Exporting page URLs from Hugo

My previous blog has posts on it with a mix of URL styles, and various historic aliases to those pages. Because I am uncool and didn’t plan my URLs.

To preserve the addresses so links still work—and ultimately redirect here—I needed to generate a list of URLs. As the site was on Hugo, I could do this from the source markdown files, but there’s an easier way: write a layout for the format you want, and iterate the pages. (I assume you can do the same thing from Jekyll or Zola and similar.)

I decided to use TOML format, and write the following layout as themes/theme_name/layouts/_default/everything.toml:

{{ range .Site.Pages }}
[[page]]
aliases = [
  "{{ .RelPermalink }}",
{{ if .Params.aliases }}  {{ range .Params.aliases }}
  "{{ . }}",
{{ end }} {{ end }}
]
{{ end }}

This does the work of iterating pages and generating TOML content. You’ll see the output in a moment.

I also needed two other things. A page to trigger it, as content/everything.md:

---
layout: everything
title: Everything
---

And finally I needed to teach Hugo to recognize TOML in the config:

[mediaTypes]
[mediaTypes."text/toml"]
  suffixes = ["toml"]

[outputFormats]
[outputFormats.TOML]
  mediaType = "text/toml"
  isPlainText = true

[outputs]
page = ["HTML", "TOML"]

You can then hit localhost:1313/everything/index.toml and you get an entry containing a [[page]] for every URL:

[[page]
aliases = [
  "/posts/2022-03-27-tides-twice-a-day/",
  
  "/2022/03/27/tides-twice-a-day",

  "/2022/03/27/tides-twice-a-day.html",

  "/tides-twice-a-day",
 
]

So that works.
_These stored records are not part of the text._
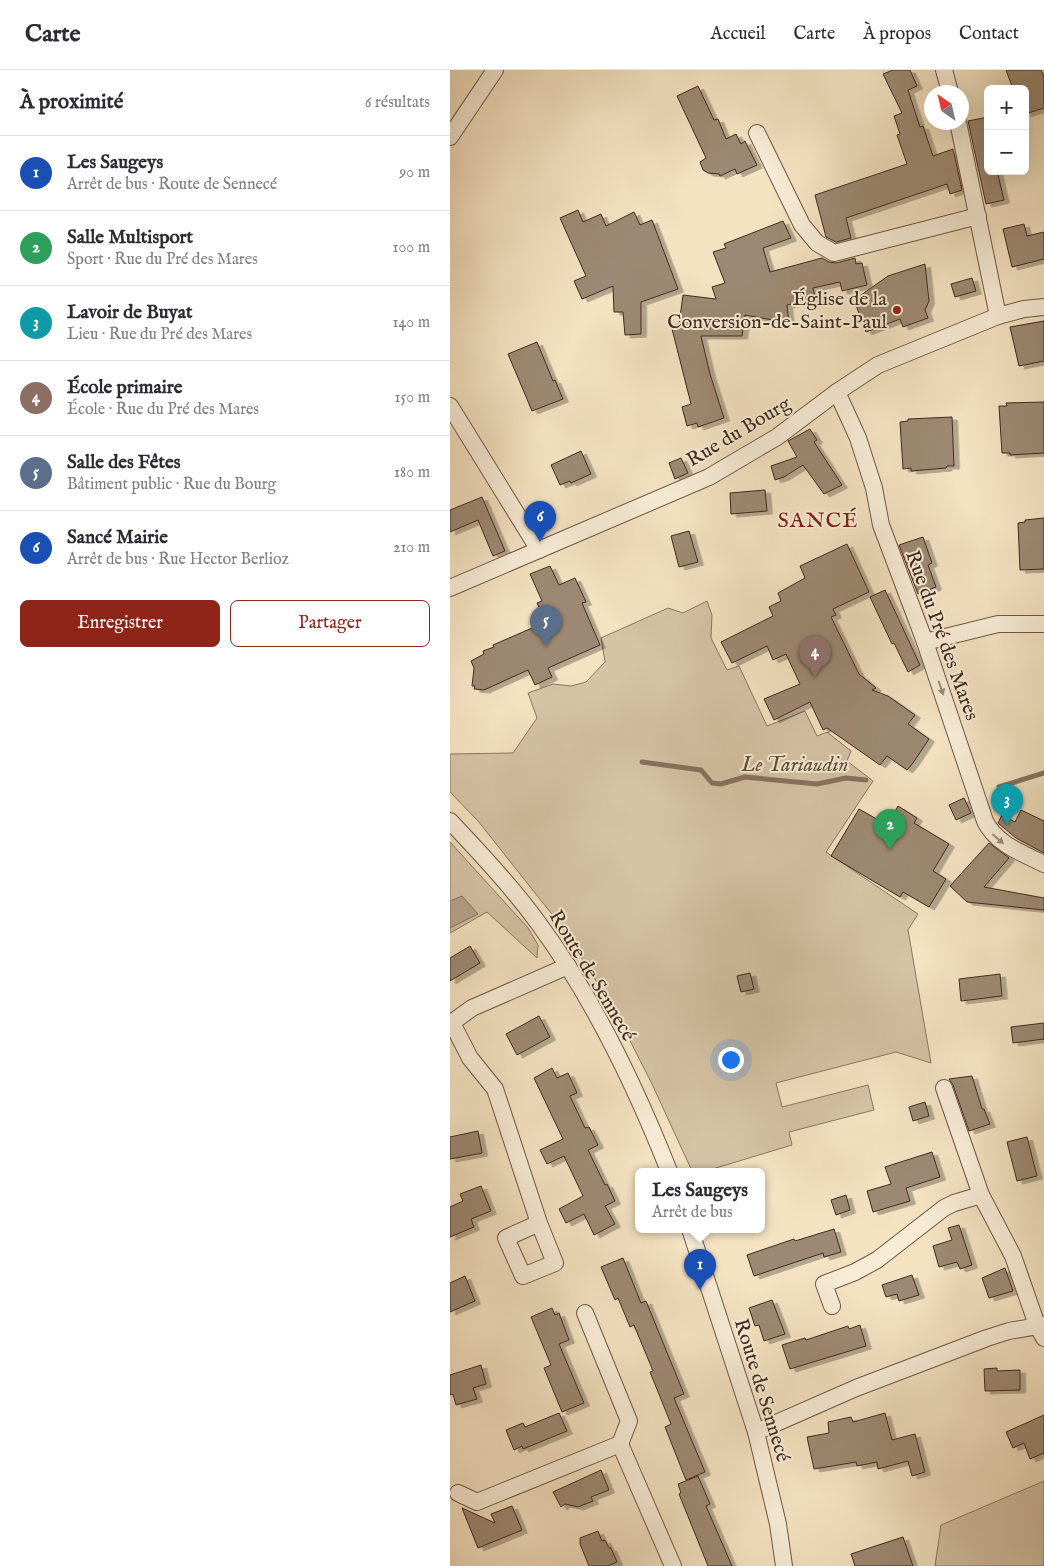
<!DOCTYPE html>
<html lang="fr">
<head>
<meta charset="utf-8">
<style>
	:root { --surface:#fff; --page:#f7f7f7; --text:#2b2b33; --muted:#7c7c81; --line:#e1e1e2; --accent:#8f2418 }
	body { margin:0; font-family:"IM FELL English",serif; background:var(--page); color:var(--text) }
	.controls { position:absolute; right:15px; top:15px; display:grid; overflow:hidden; border-radius:8px; box-shadow:0 5px 20px #0002 }
	.controls button { width:45px; height:45px; display:grid; place-items:center; padding:0; border:0; border-bottom:1px solid var(--line); background:var(--surface); color:var(--text); font:25px sans-serif }
	.compass { position:absolute; left:474px; top:15px; width:45px; height:45px; border-radius:50%; background:var(--surface); box-shadow:0 5px 20px #0002; rotate:326deg }
	.you { position:absolute; left:280px; top:989px; width:18px; height:18px; margin:-12px; border:4px solid #fff; border-radius:50%; background:#1a73e8; box-shadow:0 0 0 8px #1a73e833 }
	.badge { display:grid; place-items:center; width:32px; height:32px; border-radius:50%; background:var(--accent); color:#fff; font-size:16px; font-weight:700 }
	.pin { position:absolute; translate:-50% -41px; filter:drop-shadow(0 1px 2px #0008) }
	.pin::after { content:''; position:absolute; top:26px; width:18px; height:15px; background:inherit; clip-path:polygon(0 0,100% 0,50% 100%) }
	.popup { position:absolute; left:185px; top:1098px; width:130px; height:65px; box-sizing:border-box; display:grid; place-content:center; border-radius:8px; background:var(--surface); filter:drop-shadow(0 1px 4px #0005); font-size:16px; white-space:nowrap; color:var(--muted) }
	.popup b { font-size:19px; color:var(--text) }
	.popup::after { content:''; position:absolute; left:50%; top:100%; margin-left:-10px; border:10px solid transparent; border-top-color:var(--surface) }
	.list { margin:0; padding:0; list-style:none }
	h2 { display:flex; justify-content:space-between; align-items:center; height:65px; margin:0; padding:0 20px; font-size:21px }
	h2 small { font-size:16px; font-weight:400; color:var(--muted) }
	.list li { display:grid; grid-template-columns:32px 1fr auto; gap:15px; align-items:center; box-sizing:border-box; height:75px; padding:0 20px; border-top:1px solid var(--line) }
	.list b { display:block; font-size:19px; white-space:nowrap }
	.list p { margin:0; font-size:16px; white-space:nowrap; color:var(--muted) }
	.list em { font-size:16px; font-style:normal; color:var(--muted) }
	.actions { display:flex; gap:10px; padding:15px 20px }
	.actions a { flex:1; padding:11px 0; border:1px solid var(--accent); border-radius:8px; text-align:center; font-size:18px; color:var(--accent) }
	.actions .main { background:var(--accent); color:#fff }
	.map { position:relative; flex:none; width:594px; height:1496px; overflow:hidden }
	header { display:flex; align-items:center; gap:30px; box-sizing:border-box; height:70px; padding:0 25px; background:var(--surface); border-bottom:1px solid var(--line) }
	header strong { font-size:24px }
	nav { display:flex; gap:28px; margin-inline-start:auto; font-size:18px }
	main { display:flex }
	aside { flex:1; background:var(--surface) }
	.map>svg:first-child { display:block }
	.green { fill:#d5c3a5; stroke:#8a7662 }
	.water { fill:#b6a38a; stroke:#86725f }
	.lines { fill:none; stroke-linecap:round; stroke-linejoin:round }
	.stream { stroke:#86725f; stroke-width:5 }
	.building { fill:#9d8973; stroke:#3f291e; filter:url(#shadow) }
	.minor-casing { stroke:#6c5747; stroke-width:18 }
	.minor { stroke:#f8ecd7; stroke-width:16 }
	.oneway { fill:#9c8a7a }
	.poi-dot { fill:#8f2418; stroke:#f8ecd7; stroke-width:2 }
	.labels { text-anchor:middle; stroke-width:4; stroke-linejoin:round; paint-order:stroke }
	.poi-label { font-size:20px; fill:#3f291e; stroke:#f8ecd7; text-anchor:end }
	.street-label { font-size:20px; fill:#3f291e; stroke:#f8ecd7 }
	.water-label { font-size:21px; font-style:italic; fill:#634e3e; stroke:#f8ecd7 }
	.quarter-label { font-size:22px; letter-spacing:1px; fill:#7a1f14; stroke:#f8ecd7 }
</style>
</head>
<body>
<header>
<strong>Carte</strong>
<nav><a>Accueil</a><a>Carte</a><a>À propos</a><a>Contact</a></nav>
</header>
<main>
<aside>
<h2>À proximité<small>6 résultats</small></h2>
<ul class="list">
<li><span class="badge" style="background:#1a4fb4">1</span><div><b>Les Saugeys</b><p>Arrêt de bus · Route de Sennecé</p></div><em>90 m</em></li>
<li><span class="badge" style="background:#2e9e5b">2</span><div><b>Salle Multisport</b><p>Sport · Rue du Pré des Mares</p></div><em>100 m</em></li>
<li><span class="badge" style="background:#0f9aa8">3</span><div><b>Lavoir de Buyat</b><p>Lieu · Rue du Pré des Mares</p></div><em>140 m</em></li>
<li><span class="badge" style="background:#8d6e63">4</span><div><b>École primaire</b><p>École · Rue du Pré des Mares</p></div><em>150 m</em></li>
<li><span class="badge" style="background:#5c6f8a">5</span><div><b>Salle des Fêtes</b><p>Bâtiment public · Rue du Bourg</p></div><em>180 m</em></li>
<li><span class="badge" style="background:#1a4fb4">6</span><div><b>Sancé Mairie</b><p>Arrêt de bus · Rue Hector Berlioz</p></div><em>210 m</em></li>
</ul>
<div class="actions"><a class="main">Enregistrer</a><a>Partager</a></div>
</aside>
<div class="map">
<svg width="594" height="1496" viewBox="0 0 594 1496">
	<defs>
		<filter id="shadow"><feDropShadow dx="5.5" dy="3" stdDeviation="0" flood-color="#0004"/></filter>
	</defs>
	<rect width="100%" height="100%" fill="#f4e2c1"/>
	<filter id="stains"><feTurbulence type="fractalNoise" baseFrequency=".004" numOctaves="4"/><feColorMatrix values="0 0 0 0 .2 0 0 0 0 .09 0 0 0 0 .02 0 0 0 .5 -.17"/></filter>
	<radialGradient id="worn" r=".72"><stop offset=".6" stop-color="#630" stop-opacity="0"/><stop offset="1" stop-color="#630" stop-opacity=".3"/></radialGradient>
	<g class="green">
		<polygon points="257,531 262,545 261,568 277,600 289,596 317,656 355,641 367,666 377,662 401,681 397,691 423,711 376,782 468,844 458,860 481,993 446,982 326,1013 332,1037 418,1015 424,1040 339,1062 342,1075 256,1101 242,1101 202,1014 164,939 112,857 28,751 0,722 0,684 63,683 87,648 78,623 103,614 121,616 136,612 155,592 151,568 218,538 233,543"/>
		<polygon points="0,772 78,858 88,875 87,888 37,842 0,863"/>
		<polygon points="594,1411 594,1496 485,1496 491,1455"/>
	</g>
	<polygon class="water" points="12,826 28,844 0,858 0,831"/>
	<g class="lines">
		<g class="stream">
			<polyline points="192,692 251,700 262,713 271,714 295,707 367,714 396,708 416,710"/>
			<polyline points="549,717 594,703"/>
		</g>
	</g>
	<g class="building">
		<polygon points="443,0 460,0 467,16 458,20 470,57 473,56 483,86 503,79 512,120 500,124 497,114 396,148 401,168 386,172 376,167 365,125 457,94 447,65 450,64 444,46 452,43 433,4"/>
		<polygon points="556,0 591,0 594,7 594,38 575,44 575,19 563,19"/>
		<polygon points="248,16 264,50 268,49 276,69 286,64 291,74 295,71 307,95 287,104 285,99 270,106 269,104 258,103 253,100 250,92 256,88 227,26"/>
		<polygon points="538,47 538,101 547,101 554,130 536,134 518,51"/>
		<polygon points="128,140 133,152 151,144 156,156 184,142 190,155 202,150 228,219 191,232 191,264 175,265 173,242 164,242 163,216 132,229 124,211 136,206 110,148"/>
		<polygon points="333,151 341,168 313,178 320,202 372,188 379,192 386,193 405,188 406,194 412,193 417,215 392,221 390,212 363,218 365,228 337,235 339,253 295,245 292,266 251,266 260,304 274,348 248,357 247,353 237,356 232,337 241,334 221,255 229,254 233,225 266,229 262,217 275,213 263,182 276,178 274,174"/>
		<polygon points="574,154 577,166 594,162 594,189 562,197 553,159"/>
		<polygon points="475,194 479,231 475,240 478,248 453,257 450,249 416,262 404,230 438,206"/>
		<polygon points="522,208 526,221 505,227 501,214"/>
		<polygon points="594,251 594,291 569,296 560,257"/>
		<polygon points="87,272 103,311 105,310 113,329 82,341 58,284"/>
		<polygon points="594,332 594,383 560,385 560,383 552,383 549,336 557,336 556,333"/>
		<polygon points="502,347 504,396 497,396 496,398 461,401 461,398 453,399 450,352 458,351 458,349"/>
		<polygon points="360,359 367,370 364,372 392,415 374,424 353,395 334,407 325,410 321,396 347,387 338,371"/>
		<polygon points="131,381 141,404 121,413 120,411 110,415 101,395"/>
		<polygon points="231,388 238,403 225,409 219,393"/>
		<polygon points="315,420 317,441 281,444 280,423"/>
		<polygon points="32,427 55,481 43,486 28,450 0,462 0,440"/>
		<polygon points="594,448 594,499 570,500 568,453 575,452 575,450"/>
		<polygon points="239,461 248,492 229,497 221,466"/>
		<polygon points="473,467 482,493 478,495 486,517 468,524 449,475"/>
		<polygon points="397,474 419,522 383,539 386,545 381,547 409,604 426,618 422,620 438,626 465,645 458,654 479,669 463,693 457,700 437,686 430,695 377,658 373,660 360,632 324,650 314,629 350,614 336,584 323,590 317,576 282,593 271,572 323,546 319,537 331,531 328,523 355,508 350,496"/>
		<polygon points="100,496 109,515 125,508 136,532 132,533 150,575 98,598 102,607 85,615 78,600 34,620 24,619 25,616 22,616 24,598 21,591 34,584 33,581 44,577 43,575 96,552 87,533 92,531 80,504"/>
		<polygon points="435,520 470,595 458,602 444,573 442,574 420,527"/>
		<polygon points="514,728 521,743 506,750 499,735"/>
		<polygon points="448,736 467,748 464,753 499,774 483,801 496,809 479,837 453,822 450,827 381,786 409,739 437,755"/>
		<polygon points="571,740 594,751 594,783 566,768 548,753 552,745 565,752"/>
		<polygon points="539,773 559,788 534,817 594,828 594,840 517,832 500,816"/>
		<polygon points="20,876 30,893 0,911 0,888"/>
		<polygon points="300,903 304,919 291,922 287,906"/>
		<polygon points="550,904 552,926 511,931 509,909"/>
		<polygon points="89,946 100,967 67,985 56,964"/>
		<polygon points="594,953 594,969 563,973 561,957"/>
		<polygon points="102,998 107,1008 118,1003 127,1023 120,1026 135,1058 139,1057 148,1075 138,1080 155,1115 157,1114 165,1131 155,1136 165,1154 144,1165 134,1144 116,1153 109,1139 133,1126 114,1086 97,1094 90,1080 113,1069 84,1008"/>
		<polygon points="522,1006 532,1039 534,1039 540,1054 519,1061 503,1015 499,1009"/>
		<polygon points="475,1032 479,1046 463,1051 459,1037"/>
		<polygon points="28,1061 32,1083 0,1089 0,1067"/>
		<polygon points="577,1067 587,1106 567,1111 557,1072"/>
		<polygon points="482,1082 490,1107 456,1118 460,1131 423,1142 417,1121 441,1114 435,1097"/>
		<polygon points="31,1116 41,1141 21,1149 24,1157 0,1167 0,1137 13,1131 10,1124"/>
		<polygon points="396,1125 400,1140 386,1145 381,1130"/>
		<polygon points="509,1155 522,1195 510,1199 507,1192 489,1197 483,1176 502,1170 498,1158"/>
		<polygon points="384,1159 391,1182 374,1187 373,1183 304,1206 297,1185 344,1169 345,1171"/>
		<polygon points="173,1188 191,1233 196,1231 234,1324 224,1328 255,1402 236,1410 215,1357 221,1354 200,1302 203,1301 184,1255 180,1257 168,1228 165,1230 151,1197"/>
		<polygon points="555,1198 563,1221 539,1228 532,1208"/>
		<polygon points="462,1205 469,1225 449,1231 447,1224 436,1227 432,1215"/>
		<polygon points="15,1206 25,1231 0,1242 0,1213"/>
		<polygon points="322,1230 335,1264 314,1271 309,1255 305,1256 299,1238"/>
		<polygon points="102,1238 105,1245 109,1243 119,1270 109,1274 134,1333 112,1342 94,1298 101,1295 81,1247"/>
		<polygon points="410,1255 416,1276 340,1299 332,1275 355,1268 356,1270 398,1256 399,1259"/>
		<polygon points="31,1295 36,1314 23,1318 27,1329 6,1335 3,1324 0,1325 0,1305"/>
		<polygon points="547,1298 547,1301 570,1300 570,1320 535,1321 534,1299"/>
		<polygon points="109,1343 117,1361 73,1379 72,1376 64,1380 56,1360 73,1353 75,1357"/>
		<polygon points="435,1343 442,1370 465,1364 475,1402 462,1406 458,1391 428,1399 427,1392 407,1396 406,1392 364,1399 357,1367 379,1363 378,1352 401,1347 403,1352"/>
		<polygon points="594,1345 594,1383 580,1389 574,1373 563,1378 556,1362"/>
		<polygon points="151,1400 159,1420 141,1427 143,1431 128,1437 115,1434 111,1437 103,1422"/>
		<polygon points="248,1406 260,1434 256,1436 282,1496 258,1496 229,1424 231,1423 228,1414"/>
		<polygon points="62,1436 72,1460 28,1478 12,1438 45,1453 41,1444"/>
		<polygon points="148,1461 152,1471 155,1470 159,1478 161,1478 167,1492 158,1496 139,1496 130,1474 130,1468"/>
		<polygon points="453,1467 463,1496 405,1496 401,1484"/>
	</g>
	<g class="lines">
		<defs>
			<g id="minor">
				<polyline points="494,0 500,22"/>
				<polyline points="508,52 548,246"/>
				<polyline points="307,63 352,155 367,173 384,183 528,146"/>
				<polyline points="0,67 45,0"/>
				<path d="M387,322L408,368L424,418L431,455L475,572L535,751C546,774 572,783 594,794"/>
				<polyline points="0,336 89,480"/>
				<polyline points="0,518 259,407 327,367 387,322 428,295 548,246 574,239 594,237"/>
				<polyline points="475,572 548,554 594,554"/>
				<path d="M0,751C31,784 62,817 89,854C144,929 185,1015 219,1101"/>
				<polyline points="2,953 20,988 45,1019 89,1153 105,1193 73,1206 56,1168 89,1153"/>
				<polyline points="0,954 22,938 118,896"/>
				<polyline points="494,1018 531,1125 563,1186 587,1255 594,1268"/>
				<polyline points="240,1159 306,1362 328,1454 334,1496"/>
				<polyline points="382,1236 374,1214 405,1202 427,1190 494,1138 504,1133 531,1125"/>
				<polyline points="135,1243 179,1351 170,1374"/>
				<polyline points="306,1362 406,1318 537,1268 559,1261 594,1255"/>
				<polyline points="8,1423 27,1432 170,1374 223,1496"/>
			</g>
		</defs>
		<use href="#minor" class="minor-casing"/>
		<use href="#minor" class="minor"/>
	</g>
	<defs><path id="oneway-solid" d="M-6-.8H1V-3.2L6.5 0L1 3.2V.8H-6Z" transform="scale(1.25)"/></defs>
	<g class="oneway">
		<use href="#oneway-solid" transform="translate(491 618) rotate(71)"/>
		<use href="#oneway-solid" transform="translate(548 769) rotate(41)"/>
	</g>
	<circle class="poi-dot" cx="447" cy="240" r="5"/>
	<g class="labels">
		<g class="poi-label">
			<text x="437" y="235">Église de la<tspan x="437" dy="23">Conversion-de-Saint-Paul</tspan></text>
		</g>
		<g class="street-label">
			<text transform="translate(288 361) rotate(-31)" y="7">Rue du Bourg</text>
			<text transform="translate(493 565) rotate(70)" y="7">Rue du Pré des Mares</text>
			<text transform="translate(143 905) rotate(59)" y="7">Route de Sennecé</text>
			<text transform="translate(313 1320) rotate(73)" y="7">Route de Sennecé</text>
		</g>
		<g class="water-label">
			<text x="345" y="701">Le Tariaudin</text>
		</g>
		<g class="quarter-label">
			<text x="368" y="457">SANCÉ</text>
		</g>
	</g>
	<rect width="100%" height="100%" filter="url(#stains)"/>
	<rect width="100%" height="100%" fill="url(#worn)"/>
</svg>
<div class="controls">
<button>+</button>
<button>−</button>
</div>
<svg class="compass" viewBox="-18 -18 36 36"><path d="M0-13l5 13h-10z" fill="#e53935"/><path d="M0 13l5-13h-10z" fill="#7c7c81"/></svg>
<div class="you"></div>
<div class="pin badge" style="left:250px;top:1220px;background:#1a4fb4">1</div>
<div class="popup"><b>Les Saugeys</b>Arrêt de bus</div>
<div class="pin badge" style="left:440px;top:780px;background:#2e9e5b">2</div>
<div class="pin badge" style="left:557px;top:755px;background:#0f9aa8">3</div>
<div class="pin badge" style="left:365px;top:607px;background:#8d6e63">4</div>
<div class="pin badge" style="left:96px;top:576px;background:#5c6f8a">5</div>
<div class="pin badge" style="left:90px;top:472px;background:#1a4fb4">6</div>
</div>
</main>
</body>
</html>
The only content that didn’t get included was the RSS address. Everything else (pages, posts, landing page) was in the file.

I also tried adding a title and date field, just for sanity checking. With those, I had some problems with escaping of quote marks in titles. I didn’t need these fields, but ended up fixed them in my editor with search and replace, plus a few rounds with a TOML validator.